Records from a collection

========================

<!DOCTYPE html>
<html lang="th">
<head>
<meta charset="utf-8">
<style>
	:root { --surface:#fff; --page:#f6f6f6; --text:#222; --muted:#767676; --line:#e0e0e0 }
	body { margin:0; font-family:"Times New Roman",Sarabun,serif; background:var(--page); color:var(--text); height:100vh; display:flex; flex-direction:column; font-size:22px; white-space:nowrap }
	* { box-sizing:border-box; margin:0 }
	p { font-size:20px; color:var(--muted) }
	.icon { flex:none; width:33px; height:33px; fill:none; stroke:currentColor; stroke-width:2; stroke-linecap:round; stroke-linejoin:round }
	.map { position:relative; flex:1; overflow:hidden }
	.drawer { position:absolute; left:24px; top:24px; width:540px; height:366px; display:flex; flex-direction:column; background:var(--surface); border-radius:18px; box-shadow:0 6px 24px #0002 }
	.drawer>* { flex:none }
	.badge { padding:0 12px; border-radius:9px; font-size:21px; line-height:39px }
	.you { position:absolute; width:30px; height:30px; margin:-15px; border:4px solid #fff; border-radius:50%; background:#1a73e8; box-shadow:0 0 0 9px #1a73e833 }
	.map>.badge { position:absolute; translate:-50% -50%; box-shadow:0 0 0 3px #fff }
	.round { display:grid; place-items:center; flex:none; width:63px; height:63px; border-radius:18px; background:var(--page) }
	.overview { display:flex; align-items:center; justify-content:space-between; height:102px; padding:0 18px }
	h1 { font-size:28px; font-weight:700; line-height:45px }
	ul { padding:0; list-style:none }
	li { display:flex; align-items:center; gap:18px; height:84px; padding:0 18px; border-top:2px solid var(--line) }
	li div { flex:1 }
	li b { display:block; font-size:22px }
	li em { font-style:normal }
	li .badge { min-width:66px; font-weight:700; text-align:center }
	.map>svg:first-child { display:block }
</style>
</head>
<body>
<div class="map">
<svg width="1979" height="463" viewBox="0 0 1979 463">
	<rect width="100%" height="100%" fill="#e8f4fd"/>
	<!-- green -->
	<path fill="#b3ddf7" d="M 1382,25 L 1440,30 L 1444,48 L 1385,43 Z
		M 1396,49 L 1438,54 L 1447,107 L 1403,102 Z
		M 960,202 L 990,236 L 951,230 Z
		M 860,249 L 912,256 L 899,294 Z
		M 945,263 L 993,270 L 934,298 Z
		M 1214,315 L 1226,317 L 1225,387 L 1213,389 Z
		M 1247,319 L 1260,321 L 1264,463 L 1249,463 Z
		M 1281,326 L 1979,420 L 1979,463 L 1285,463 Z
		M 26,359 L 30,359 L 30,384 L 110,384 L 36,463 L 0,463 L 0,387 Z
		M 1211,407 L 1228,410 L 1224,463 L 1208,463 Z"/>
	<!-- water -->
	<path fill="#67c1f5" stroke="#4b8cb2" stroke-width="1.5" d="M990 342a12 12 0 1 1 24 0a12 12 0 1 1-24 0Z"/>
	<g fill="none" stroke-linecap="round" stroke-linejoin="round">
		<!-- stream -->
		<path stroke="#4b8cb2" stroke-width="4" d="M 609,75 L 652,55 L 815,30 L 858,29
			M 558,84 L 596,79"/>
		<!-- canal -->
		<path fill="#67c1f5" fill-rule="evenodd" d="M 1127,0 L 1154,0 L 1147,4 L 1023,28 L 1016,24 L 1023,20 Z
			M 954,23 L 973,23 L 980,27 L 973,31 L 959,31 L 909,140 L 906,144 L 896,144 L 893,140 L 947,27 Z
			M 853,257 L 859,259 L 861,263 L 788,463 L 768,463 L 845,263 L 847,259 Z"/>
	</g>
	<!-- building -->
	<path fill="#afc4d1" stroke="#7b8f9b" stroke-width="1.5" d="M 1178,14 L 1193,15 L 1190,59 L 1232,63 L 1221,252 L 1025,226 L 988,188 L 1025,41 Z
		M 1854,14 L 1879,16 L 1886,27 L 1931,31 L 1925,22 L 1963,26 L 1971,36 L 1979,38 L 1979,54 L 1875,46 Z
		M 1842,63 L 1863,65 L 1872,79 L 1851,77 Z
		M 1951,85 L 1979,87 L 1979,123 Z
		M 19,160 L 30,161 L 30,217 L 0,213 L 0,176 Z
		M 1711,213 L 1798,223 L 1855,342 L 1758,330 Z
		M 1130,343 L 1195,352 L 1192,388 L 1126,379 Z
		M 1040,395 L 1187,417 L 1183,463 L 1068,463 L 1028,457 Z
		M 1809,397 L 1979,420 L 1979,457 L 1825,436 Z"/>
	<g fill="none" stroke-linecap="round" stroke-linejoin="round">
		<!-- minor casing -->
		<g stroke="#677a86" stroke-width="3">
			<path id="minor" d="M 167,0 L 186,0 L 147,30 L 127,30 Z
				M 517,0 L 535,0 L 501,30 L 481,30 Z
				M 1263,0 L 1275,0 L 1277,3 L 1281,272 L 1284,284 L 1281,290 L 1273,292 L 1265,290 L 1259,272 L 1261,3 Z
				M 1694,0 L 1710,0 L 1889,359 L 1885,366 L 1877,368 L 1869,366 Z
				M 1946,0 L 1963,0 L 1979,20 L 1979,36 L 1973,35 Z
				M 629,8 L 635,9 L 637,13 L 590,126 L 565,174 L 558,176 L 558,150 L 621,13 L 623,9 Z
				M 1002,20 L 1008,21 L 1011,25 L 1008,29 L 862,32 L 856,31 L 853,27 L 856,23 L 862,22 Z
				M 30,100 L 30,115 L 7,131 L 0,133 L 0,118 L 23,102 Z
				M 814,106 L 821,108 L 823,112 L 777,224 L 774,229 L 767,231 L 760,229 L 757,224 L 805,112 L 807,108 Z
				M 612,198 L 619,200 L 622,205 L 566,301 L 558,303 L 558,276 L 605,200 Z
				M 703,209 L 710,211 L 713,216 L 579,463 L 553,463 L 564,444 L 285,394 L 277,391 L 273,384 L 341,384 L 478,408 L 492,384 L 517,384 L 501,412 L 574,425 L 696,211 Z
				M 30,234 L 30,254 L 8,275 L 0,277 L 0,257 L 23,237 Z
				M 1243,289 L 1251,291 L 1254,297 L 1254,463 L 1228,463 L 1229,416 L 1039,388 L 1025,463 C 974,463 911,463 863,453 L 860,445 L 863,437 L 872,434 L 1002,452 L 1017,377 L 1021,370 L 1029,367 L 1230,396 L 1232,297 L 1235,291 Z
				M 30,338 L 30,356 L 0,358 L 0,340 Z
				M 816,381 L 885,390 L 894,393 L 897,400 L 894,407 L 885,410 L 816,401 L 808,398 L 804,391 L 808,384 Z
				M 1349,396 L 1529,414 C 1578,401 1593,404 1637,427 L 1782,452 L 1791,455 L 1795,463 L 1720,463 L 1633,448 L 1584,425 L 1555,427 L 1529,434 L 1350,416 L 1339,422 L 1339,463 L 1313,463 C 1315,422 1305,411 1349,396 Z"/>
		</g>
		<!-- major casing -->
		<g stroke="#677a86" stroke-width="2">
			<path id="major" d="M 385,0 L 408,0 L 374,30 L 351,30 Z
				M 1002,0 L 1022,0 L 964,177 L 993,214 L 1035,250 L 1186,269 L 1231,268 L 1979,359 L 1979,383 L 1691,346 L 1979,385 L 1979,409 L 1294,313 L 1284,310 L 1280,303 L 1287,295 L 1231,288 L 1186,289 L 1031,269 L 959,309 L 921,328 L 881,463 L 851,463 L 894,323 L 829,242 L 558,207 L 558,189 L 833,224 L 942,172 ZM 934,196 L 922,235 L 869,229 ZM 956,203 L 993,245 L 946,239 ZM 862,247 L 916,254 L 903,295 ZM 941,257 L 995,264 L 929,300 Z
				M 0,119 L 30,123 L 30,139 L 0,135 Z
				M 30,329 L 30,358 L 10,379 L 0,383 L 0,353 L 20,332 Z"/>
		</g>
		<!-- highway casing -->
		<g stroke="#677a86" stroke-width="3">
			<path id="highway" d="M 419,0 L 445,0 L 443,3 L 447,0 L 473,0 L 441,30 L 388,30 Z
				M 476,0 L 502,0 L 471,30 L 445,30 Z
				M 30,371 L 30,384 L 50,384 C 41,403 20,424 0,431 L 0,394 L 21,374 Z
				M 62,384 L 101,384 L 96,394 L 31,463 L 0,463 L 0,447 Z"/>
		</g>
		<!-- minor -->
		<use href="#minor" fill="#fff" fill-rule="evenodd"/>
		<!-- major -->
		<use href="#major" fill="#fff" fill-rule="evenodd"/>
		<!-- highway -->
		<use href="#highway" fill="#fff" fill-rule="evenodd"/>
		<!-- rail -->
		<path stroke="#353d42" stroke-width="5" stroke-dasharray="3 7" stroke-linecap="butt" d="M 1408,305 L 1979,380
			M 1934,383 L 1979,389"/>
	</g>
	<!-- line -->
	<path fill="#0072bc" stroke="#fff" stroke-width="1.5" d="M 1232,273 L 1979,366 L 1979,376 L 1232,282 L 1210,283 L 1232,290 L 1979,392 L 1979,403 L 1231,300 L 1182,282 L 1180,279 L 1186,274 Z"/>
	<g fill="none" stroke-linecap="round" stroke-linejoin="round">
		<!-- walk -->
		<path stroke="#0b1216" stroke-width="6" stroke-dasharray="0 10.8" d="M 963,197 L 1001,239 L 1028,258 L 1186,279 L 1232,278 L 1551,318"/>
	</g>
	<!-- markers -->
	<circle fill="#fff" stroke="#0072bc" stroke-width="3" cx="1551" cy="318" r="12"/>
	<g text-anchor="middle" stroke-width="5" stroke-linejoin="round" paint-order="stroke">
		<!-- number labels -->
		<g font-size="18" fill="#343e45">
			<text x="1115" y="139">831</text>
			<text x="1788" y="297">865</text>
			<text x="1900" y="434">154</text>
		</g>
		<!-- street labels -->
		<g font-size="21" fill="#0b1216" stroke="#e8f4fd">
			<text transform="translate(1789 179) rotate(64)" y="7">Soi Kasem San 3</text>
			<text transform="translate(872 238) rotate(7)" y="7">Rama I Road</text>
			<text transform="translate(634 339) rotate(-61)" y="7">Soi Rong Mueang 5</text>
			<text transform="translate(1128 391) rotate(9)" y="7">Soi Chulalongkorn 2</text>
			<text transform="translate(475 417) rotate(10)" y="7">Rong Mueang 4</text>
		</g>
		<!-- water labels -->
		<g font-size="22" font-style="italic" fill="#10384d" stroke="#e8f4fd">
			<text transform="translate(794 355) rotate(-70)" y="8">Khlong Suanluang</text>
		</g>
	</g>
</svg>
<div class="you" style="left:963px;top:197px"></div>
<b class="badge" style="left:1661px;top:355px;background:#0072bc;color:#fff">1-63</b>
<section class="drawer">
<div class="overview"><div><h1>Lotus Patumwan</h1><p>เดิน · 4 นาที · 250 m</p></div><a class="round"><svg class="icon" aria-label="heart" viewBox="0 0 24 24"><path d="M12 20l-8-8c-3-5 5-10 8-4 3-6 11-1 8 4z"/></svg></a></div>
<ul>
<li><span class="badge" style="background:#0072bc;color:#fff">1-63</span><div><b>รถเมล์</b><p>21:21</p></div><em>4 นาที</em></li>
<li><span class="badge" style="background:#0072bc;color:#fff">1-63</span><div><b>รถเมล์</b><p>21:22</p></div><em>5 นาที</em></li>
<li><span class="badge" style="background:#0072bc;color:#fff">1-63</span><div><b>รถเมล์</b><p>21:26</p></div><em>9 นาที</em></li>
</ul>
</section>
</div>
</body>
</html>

========================

**EXERCISE DESCRIPTION**
If a line contains the word "margin", it counts; please state how many such lines the records above have, and nothing more.

**SOLUTION BELOW**
3